Reporting disease activity in clinical trials of patients with rheumatoid arthritis: EULAR/ACR collaborative recommendations
ABSTRACT To make recommendations on how to report disease activity in clinical trials of rheumatoid arthritis (RA) endorsed by the European League Against Rheumatism (EULAR) and the American College of Rheumatology (ACR).
The project followed the EULAR standardized operating procedures, which use a three-step approach: 1) expert-based definition of relevant research questions (November 2006); 2) systematic literature search (November 2006 to May 2007); and 3) expert consensus on recommendations based on the literature search results (May 2007). In addition, since this is the first joint EULAR/ACR publication on recommendations, an extra step included a meeting with an ACR panel to approve the recommendations elaborated by the expert group (August 2007).
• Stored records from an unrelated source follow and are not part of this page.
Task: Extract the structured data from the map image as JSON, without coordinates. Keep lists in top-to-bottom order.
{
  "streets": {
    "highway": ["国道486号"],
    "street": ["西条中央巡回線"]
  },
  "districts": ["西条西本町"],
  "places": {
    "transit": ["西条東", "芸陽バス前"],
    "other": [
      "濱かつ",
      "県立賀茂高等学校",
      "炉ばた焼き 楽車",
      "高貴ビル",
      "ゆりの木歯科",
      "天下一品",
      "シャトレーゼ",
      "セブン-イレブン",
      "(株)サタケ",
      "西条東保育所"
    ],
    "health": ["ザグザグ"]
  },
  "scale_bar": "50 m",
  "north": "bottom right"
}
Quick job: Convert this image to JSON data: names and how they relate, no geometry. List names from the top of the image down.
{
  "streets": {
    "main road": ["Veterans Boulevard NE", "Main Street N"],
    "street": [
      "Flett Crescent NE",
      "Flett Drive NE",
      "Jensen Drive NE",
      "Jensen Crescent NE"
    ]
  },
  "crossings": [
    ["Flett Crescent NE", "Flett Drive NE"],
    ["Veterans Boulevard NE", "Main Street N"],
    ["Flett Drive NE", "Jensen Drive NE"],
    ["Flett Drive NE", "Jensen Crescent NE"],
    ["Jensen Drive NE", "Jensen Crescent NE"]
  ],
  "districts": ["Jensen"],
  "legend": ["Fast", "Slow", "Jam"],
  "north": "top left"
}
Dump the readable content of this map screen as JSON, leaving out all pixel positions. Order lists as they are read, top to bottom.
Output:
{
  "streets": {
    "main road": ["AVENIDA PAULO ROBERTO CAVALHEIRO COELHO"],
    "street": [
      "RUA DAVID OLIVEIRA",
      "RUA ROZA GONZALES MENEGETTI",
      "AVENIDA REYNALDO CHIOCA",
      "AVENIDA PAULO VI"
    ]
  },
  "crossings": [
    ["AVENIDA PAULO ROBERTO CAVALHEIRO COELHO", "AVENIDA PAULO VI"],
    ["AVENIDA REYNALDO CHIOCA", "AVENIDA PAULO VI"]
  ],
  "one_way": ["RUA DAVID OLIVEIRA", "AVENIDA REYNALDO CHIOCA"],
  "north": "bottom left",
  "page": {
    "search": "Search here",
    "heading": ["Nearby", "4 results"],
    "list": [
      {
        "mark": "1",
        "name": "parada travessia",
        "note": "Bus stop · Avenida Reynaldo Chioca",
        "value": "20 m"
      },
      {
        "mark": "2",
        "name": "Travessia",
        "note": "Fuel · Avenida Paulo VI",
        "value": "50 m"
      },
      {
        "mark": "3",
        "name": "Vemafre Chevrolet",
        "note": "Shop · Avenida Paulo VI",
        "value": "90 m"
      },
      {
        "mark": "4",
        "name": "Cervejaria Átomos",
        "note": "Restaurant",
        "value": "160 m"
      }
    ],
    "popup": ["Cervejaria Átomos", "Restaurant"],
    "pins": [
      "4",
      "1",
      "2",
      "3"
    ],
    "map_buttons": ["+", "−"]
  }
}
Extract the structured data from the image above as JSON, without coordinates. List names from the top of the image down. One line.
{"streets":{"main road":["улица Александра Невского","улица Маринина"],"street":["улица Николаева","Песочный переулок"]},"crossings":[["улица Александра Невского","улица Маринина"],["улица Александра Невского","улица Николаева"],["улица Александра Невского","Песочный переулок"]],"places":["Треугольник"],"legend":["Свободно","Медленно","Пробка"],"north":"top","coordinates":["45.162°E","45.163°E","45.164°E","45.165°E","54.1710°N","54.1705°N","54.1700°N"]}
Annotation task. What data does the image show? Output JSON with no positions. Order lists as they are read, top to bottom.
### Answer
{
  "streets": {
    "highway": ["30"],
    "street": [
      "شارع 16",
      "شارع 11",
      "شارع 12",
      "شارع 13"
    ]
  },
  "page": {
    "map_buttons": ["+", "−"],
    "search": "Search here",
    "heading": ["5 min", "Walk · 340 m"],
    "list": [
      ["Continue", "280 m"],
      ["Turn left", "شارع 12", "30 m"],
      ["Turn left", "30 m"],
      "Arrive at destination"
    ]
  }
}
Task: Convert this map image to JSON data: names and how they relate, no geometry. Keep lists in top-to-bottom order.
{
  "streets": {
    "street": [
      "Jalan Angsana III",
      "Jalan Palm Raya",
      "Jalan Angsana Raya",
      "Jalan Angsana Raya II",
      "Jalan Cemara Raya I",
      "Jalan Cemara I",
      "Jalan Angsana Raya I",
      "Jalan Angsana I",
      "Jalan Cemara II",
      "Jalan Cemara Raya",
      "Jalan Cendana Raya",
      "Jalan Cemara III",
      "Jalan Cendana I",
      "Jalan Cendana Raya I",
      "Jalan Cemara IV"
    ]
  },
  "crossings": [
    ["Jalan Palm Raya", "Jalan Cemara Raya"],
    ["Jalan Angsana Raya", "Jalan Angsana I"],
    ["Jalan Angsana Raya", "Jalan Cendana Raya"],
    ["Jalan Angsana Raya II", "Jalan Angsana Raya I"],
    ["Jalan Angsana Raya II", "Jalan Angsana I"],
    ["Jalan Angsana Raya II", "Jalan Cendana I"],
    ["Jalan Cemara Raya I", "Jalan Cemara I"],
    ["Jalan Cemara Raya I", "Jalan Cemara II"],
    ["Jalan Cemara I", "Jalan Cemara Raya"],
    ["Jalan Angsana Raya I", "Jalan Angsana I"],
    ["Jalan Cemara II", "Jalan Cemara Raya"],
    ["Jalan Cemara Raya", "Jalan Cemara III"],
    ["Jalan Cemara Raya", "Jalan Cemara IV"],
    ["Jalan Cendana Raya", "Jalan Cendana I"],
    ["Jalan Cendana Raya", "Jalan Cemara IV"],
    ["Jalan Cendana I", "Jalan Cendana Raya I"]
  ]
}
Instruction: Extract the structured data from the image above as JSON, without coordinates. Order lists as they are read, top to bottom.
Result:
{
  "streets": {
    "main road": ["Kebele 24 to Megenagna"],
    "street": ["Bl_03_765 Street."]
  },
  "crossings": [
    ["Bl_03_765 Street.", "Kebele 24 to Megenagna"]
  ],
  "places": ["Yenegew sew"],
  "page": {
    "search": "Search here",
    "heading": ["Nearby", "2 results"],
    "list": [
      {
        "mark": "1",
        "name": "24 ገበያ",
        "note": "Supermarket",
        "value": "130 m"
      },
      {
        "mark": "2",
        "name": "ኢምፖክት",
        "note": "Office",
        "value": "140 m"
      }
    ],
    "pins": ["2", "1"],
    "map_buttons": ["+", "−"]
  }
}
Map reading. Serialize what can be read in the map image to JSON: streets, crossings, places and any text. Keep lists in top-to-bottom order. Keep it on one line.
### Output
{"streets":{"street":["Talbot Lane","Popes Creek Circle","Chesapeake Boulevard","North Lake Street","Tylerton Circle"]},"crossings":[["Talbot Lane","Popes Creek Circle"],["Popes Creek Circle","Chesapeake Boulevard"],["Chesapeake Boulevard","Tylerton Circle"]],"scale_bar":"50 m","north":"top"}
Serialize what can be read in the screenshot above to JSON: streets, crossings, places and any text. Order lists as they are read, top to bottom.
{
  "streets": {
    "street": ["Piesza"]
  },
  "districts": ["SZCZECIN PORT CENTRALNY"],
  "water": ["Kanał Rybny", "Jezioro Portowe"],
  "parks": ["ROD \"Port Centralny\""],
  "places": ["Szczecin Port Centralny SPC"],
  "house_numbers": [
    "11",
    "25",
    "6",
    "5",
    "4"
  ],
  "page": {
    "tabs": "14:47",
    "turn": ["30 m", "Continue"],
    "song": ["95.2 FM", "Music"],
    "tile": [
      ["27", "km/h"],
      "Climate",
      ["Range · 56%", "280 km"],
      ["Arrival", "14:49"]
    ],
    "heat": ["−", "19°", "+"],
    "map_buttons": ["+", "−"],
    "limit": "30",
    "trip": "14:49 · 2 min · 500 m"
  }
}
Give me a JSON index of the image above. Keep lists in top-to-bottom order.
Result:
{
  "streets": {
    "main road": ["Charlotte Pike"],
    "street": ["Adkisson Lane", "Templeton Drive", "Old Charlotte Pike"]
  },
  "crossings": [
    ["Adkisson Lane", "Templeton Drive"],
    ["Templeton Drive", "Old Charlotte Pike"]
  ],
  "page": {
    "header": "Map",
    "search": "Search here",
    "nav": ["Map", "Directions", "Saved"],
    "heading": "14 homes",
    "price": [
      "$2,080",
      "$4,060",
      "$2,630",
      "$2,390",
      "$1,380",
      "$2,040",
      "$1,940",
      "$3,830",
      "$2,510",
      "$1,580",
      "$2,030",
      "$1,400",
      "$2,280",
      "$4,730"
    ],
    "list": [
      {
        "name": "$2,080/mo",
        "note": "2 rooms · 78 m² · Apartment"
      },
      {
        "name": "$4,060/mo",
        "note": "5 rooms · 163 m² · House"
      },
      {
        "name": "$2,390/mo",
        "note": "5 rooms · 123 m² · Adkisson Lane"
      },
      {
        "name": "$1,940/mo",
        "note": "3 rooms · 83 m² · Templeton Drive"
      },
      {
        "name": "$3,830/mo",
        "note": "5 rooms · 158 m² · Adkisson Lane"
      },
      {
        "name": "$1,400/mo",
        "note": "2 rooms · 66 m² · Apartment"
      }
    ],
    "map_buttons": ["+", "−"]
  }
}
Eleven relevant questions were identified for the literature search. Based on the evidence from the literature, the expert panel recommended that each trial should report the following items: 1) disease activity response and disease activity states; 2) appropriate descriptive statistics of the baseline, the endpoints and change of the single variables included in the core set; 3) baseline disease activity levels (in general); 4) the percentage of patients achieving a low disease activity state and remission; 5) time to onset of the primary outcome; 6) sustainability of the primary outcome; 7) fatigue.
These recommendations endorsed by EULAR and ACR will help harmonize the presentations of results from clinical trials. Adherence to these recommendations will provide the readership of clinical trials with more details of important outcomes, while the higher level of homogeneity may facilitate the comparison of outcomes across different trials and pooling of trial results, such as in meta-analyses.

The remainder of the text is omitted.